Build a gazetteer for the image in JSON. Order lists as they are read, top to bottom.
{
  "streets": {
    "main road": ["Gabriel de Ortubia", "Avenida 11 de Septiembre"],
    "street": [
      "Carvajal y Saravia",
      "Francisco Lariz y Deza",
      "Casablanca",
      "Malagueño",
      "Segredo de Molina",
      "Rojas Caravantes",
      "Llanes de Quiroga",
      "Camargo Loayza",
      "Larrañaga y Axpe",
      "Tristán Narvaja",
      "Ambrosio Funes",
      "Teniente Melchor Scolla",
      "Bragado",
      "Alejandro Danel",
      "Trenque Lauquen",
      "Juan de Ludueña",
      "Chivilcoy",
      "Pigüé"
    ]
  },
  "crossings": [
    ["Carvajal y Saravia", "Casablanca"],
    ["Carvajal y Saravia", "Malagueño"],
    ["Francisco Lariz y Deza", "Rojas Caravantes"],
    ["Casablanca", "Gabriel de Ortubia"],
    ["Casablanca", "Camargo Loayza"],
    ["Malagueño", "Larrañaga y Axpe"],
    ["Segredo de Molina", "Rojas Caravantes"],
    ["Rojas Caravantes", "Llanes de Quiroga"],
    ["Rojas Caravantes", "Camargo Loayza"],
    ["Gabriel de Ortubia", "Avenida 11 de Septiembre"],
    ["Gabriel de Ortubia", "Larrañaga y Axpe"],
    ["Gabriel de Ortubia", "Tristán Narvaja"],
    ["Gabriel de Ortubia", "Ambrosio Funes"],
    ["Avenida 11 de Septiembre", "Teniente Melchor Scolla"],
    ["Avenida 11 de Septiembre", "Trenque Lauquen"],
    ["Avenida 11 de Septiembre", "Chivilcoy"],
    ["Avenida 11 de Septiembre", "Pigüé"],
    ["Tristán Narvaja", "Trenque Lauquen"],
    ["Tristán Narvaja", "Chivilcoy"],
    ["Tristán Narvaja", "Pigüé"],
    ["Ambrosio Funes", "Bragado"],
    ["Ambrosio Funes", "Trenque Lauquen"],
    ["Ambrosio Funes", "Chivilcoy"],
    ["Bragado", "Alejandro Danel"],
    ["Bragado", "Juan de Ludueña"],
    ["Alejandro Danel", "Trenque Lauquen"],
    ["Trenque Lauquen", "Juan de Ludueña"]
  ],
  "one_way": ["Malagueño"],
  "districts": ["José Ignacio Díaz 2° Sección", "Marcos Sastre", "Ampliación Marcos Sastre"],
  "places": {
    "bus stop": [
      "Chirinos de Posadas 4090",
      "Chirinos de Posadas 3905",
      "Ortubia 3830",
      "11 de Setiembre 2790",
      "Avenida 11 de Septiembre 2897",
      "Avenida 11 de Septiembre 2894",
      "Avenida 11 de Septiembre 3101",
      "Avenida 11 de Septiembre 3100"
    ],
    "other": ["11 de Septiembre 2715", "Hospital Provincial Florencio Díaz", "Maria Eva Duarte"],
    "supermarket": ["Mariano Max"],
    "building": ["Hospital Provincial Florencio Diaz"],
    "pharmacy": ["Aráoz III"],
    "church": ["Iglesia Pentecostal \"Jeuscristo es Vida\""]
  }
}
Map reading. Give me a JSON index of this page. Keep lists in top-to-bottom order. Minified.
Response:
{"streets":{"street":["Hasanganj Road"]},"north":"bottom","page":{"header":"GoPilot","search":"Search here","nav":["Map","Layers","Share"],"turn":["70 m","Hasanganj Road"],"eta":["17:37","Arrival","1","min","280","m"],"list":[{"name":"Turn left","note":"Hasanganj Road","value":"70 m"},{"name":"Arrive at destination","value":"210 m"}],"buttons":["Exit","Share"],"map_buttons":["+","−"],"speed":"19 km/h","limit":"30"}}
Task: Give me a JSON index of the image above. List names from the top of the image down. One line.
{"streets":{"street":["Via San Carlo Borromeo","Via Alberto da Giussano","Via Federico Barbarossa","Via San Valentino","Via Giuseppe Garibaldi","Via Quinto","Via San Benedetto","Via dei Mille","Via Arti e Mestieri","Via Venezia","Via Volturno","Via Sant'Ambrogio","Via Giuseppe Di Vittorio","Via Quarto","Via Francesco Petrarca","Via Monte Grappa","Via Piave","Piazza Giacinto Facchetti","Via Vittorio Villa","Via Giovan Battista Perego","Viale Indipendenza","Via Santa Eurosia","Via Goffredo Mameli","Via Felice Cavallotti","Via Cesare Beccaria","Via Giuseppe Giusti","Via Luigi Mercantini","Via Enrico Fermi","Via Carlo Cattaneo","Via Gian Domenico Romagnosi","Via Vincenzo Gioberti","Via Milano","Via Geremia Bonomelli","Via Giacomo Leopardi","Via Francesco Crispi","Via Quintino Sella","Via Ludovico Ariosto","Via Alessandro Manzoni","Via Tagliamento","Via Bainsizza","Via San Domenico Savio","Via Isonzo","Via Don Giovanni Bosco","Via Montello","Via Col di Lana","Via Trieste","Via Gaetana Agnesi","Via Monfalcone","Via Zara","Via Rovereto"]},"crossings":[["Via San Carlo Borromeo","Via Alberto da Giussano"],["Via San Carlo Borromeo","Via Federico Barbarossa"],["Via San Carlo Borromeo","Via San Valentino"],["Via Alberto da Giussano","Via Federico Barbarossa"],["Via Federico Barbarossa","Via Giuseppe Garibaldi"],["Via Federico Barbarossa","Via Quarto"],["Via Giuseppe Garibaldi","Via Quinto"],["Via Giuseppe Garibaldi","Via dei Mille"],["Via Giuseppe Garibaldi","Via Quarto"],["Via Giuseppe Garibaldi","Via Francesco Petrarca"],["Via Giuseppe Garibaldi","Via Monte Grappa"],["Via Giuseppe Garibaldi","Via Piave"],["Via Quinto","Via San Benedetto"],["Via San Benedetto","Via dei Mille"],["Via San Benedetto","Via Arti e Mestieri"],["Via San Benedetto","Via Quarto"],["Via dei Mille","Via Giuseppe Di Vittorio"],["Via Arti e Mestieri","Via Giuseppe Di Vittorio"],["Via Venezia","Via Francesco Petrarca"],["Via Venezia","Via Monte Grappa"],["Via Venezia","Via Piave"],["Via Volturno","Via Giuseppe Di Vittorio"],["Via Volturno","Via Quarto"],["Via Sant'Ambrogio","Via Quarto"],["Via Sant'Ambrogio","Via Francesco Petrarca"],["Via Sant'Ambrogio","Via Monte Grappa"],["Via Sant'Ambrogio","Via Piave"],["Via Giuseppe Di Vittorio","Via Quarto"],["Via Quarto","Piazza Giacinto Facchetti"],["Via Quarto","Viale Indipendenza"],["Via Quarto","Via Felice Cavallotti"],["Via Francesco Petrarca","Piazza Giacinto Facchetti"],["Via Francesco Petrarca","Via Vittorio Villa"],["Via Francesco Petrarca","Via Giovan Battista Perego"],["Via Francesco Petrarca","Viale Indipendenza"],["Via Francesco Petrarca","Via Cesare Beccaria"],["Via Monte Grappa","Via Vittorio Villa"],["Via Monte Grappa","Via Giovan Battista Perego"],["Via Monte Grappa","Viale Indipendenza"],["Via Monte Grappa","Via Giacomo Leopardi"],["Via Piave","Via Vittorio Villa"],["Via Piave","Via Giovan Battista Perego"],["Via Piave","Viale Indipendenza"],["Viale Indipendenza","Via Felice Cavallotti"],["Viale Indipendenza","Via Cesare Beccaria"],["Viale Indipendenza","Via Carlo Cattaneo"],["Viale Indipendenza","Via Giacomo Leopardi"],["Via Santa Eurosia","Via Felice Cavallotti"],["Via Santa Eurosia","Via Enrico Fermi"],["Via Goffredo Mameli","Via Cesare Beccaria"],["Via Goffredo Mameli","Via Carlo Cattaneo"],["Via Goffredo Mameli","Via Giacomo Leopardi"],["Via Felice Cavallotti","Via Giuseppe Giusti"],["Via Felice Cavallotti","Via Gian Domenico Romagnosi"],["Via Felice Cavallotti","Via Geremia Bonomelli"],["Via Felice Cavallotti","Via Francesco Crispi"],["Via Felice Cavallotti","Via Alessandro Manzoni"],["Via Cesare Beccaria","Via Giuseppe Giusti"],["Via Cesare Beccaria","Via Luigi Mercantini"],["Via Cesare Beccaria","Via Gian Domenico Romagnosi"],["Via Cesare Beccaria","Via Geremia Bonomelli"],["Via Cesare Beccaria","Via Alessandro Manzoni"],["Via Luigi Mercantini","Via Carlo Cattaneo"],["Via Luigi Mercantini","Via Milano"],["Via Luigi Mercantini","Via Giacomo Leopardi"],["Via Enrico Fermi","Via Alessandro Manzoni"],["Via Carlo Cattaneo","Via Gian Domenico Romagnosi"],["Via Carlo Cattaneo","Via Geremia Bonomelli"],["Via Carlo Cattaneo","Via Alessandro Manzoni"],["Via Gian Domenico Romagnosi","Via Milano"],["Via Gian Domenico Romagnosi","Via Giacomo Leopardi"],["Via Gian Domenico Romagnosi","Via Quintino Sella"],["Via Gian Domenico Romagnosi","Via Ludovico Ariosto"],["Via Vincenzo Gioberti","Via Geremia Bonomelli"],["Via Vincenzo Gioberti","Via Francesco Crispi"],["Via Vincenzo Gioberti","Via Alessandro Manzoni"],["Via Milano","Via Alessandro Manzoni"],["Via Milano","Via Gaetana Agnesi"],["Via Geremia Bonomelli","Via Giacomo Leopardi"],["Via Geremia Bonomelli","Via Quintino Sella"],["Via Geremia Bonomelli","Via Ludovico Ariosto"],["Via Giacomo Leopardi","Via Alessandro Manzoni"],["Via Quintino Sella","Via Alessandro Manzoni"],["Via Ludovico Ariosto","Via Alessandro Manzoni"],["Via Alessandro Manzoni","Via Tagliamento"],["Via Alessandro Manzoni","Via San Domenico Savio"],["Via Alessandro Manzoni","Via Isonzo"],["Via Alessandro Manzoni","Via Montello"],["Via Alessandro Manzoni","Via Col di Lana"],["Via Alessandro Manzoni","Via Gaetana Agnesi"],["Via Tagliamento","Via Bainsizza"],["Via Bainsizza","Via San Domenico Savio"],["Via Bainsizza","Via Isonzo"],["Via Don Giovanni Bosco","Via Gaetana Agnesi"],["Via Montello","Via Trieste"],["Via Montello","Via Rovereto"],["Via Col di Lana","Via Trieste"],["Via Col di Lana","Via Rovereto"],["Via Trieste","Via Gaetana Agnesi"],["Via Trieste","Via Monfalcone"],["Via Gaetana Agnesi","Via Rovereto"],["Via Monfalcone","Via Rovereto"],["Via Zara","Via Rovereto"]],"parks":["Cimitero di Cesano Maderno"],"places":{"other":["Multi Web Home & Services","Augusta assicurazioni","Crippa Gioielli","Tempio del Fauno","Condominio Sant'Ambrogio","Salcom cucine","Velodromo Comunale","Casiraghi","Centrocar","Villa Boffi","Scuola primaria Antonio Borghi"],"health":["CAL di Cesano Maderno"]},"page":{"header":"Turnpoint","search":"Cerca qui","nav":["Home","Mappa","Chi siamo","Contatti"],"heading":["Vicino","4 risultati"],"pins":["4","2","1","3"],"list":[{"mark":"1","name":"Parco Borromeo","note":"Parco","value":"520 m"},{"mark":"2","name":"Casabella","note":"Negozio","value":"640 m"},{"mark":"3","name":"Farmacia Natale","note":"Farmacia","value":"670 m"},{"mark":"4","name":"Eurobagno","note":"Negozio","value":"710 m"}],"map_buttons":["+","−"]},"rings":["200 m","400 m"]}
************
PROBLEM STATEMENT ▸
Go through the entries and return each line where the word "Caravantes" occurs.

SOLUTION TO THE EXERCISE ▸
      "Rojas Caravantes",
    ["Francisco Lariz y Deza", "Rojas Caravantes"],
    ["Segredo de Molina", "Rojas Caravantes"],
    ["Rojas Caravantes", "Llanes de Quiroga"],
    ["Rojas Caravantes", "Camargo Loayza"],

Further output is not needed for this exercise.